What is being asked: Figure out the number of lines in the data that hold the string "fillStyle". Reply with that figure only.

Provided data:
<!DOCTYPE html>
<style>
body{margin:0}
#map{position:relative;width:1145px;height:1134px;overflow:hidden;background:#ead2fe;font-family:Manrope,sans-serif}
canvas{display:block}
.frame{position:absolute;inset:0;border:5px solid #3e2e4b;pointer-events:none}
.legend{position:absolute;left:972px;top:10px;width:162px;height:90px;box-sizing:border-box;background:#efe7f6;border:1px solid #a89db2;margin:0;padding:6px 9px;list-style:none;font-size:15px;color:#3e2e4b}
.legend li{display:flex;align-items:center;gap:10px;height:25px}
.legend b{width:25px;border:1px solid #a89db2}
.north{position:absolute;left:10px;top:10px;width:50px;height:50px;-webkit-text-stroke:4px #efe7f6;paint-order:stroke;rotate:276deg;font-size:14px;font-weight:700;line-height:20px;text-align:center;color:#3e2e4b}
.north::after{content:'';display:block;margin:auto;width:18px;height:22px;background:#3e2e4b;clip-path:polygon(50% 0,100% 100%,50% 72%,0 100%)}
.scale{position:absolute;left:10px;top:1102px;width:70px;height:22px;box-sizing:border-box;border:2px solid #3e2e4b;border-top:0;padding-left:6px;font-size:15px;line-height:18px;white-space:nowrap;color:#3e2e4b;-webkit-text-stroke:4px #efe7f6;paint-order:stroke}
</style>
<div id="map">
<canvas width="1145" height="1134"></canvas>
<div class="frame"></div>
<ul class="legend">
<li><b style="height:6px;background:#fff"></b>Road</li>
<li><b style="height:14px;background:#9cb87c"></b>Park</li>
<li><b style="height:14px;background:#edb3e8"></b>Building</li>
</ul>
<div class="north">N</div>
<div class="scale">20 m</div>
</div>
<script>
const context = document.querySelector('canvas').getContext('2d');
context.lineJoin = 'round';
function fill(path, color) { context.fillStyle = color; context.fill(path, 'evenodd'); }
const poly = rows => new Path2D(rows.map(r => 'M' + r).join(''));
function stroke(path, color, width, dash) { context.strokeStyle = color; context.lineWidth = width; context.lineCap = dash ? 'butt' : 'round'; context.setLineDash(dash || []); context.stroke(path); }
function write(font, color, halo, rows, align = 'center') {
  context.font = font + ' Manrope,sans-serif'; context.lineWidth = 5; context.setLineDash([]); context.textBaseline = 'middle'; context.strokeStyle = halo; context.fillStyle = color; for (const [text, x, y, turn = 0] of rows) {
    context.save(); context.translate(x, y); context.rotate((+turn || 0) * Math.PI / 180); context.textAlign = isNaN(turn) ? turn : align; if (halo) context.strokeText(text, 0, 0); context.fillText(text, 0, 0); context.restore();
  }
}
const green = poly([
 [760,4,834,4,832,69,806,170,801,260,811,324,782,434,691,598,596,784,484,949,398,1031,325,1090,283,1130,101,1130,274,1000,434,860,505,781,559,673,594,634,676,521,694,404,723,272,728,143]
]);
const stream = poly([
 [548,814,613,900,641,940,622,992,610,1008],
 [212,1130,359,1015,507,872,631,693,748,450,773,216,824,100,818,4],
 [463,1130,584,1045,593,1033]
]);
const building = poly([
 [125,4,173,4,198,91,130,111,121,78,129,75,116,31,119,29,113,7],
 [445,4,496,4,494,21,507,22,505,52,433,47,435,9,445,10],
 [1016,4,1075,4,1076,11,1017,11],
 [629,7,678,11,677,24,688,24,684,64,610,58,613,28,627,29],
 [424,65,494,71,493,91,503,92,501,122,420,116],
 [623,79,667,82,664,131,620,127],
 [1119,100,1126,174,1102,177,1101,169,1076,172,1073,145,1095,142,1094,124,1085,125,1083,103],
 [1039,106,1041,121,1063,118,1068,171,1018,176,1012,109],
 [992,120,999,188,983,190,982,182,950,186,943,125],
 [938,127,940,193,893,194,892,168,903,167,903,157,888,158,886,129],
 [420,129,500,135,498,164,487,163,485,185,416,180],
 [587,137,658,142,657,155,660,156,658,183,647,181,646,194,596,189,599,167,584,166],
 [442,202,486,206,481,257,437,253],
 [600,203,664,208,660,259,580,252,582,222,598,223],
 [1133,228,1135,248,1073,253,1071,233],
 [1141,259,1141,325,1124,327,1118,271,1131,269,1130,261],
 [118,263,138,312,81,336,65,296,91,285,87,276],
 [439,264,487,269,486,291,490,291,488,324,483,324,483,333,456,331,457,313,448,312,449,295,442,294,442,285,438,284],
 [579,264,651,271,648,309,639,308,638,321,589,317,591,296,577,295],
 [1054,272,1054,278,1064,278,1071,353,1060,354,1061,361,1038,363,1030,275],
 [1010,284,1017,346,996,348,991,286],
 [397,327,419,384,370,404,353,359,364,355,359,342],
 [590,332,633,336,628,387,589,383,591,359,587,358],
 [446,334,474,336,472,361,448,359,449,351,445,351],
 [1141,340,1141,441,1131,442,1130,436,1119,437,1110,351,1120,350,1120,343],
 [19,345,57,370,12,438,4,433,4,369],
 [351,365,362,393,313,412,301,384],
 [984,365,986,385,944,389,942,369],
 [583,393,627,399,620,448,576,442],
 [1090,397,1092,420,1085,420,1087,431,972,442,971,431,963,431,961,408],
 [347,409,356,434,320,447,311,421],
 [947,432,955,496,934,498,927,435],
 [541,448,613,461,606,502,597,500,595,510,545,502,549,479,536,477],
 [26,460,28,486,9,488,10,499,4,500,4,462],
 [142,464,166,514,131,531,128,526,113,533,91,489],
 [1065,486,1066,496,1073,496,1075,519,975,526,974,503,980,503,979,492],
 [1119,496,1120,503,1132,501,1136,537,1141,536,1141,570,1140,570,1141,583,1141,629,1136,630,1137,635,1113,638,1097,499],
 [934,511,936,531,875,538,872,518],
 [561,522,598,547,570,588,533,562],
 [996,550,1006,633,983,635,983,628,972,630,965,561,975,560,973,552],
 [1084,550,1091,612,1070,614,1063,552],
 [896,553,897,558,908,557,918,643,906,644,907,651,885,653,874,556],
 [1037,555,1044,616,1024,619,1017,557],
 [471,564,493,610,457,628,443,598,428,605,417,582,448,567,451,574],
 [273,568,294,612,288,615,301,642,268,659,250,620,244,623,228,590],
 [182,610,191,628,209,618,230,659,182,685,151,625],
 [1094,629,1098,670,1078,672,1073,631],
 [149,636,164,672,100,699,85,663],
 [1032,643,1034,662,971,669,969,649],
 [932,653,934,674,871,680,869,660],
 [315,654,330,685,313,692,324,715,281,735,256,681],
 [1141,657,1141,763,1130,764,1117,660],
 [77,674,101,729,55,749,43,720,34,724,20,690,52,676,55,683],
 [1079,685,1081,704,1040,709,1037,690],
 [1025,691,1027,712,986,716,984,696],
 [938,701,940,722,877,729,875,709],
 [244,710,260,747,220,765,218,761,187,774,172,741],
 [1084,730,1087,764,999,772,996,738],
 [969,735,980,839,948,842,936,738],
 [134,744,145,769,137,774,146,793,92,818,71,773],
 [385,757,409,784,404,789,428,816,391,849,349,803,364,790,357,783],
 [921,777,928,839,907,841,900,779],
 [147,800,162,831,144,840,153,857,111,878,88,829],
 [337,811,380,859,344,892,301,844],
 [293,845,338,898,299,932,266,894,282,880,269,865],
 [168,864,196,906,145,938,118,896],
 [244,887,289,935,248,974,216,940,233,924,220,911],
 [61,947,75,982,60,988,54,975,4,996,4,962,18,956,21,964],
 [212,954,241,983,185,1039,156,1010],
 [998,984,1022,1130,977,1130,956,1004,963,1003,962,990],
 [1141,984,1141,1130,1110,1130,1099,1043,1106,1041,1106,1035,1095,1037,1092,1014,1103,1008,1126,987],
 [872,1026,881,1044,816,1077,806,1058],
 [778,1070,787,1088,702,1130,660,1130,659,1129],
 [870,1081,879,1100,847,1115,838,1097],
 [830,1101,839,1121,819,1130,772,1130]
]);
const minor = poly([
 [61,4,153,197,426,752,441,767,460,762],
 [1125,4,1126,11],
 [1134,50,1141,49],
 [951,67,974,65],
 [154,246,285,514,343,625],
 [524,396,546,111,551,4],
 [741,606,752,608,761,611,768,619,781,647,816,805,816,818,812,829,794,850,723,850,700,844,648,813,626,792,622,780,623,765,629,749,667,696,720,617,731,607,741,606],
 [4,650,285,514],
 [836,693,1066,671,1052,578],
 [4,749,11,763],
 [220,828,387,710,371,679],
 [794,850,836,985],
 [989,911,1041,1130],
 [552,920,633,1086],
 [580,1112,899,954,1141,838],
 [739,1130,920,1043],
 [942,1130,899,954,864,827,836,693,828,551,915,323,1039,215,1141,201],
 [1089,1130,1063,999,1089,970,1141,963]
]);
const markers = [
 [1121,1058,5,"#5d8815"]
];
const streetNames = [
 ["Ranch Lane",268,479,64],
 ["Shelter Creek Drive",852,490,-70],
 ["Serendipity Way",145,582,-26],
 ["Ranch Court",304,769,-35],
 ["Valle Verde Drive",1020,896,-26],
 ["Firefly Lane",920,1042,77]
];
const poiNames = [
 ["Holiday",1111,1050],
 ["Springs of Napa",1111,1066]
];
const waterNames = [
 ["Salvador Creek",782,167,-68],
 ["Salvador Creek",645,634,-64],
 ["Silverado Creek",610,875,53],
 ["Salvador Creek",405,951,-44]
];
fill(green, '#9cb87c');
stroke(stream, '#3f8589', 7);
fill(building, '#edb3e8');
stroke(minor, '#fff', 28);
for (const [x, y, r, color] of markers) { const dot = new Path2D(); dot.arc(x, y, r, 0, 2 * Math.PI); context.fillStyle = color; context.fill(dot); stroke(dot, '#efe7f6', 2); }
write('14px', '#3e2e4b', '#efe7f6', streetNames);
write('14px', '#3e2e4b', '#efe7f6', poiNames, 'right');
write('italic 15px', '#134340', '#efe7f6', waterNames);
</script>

Task output: 3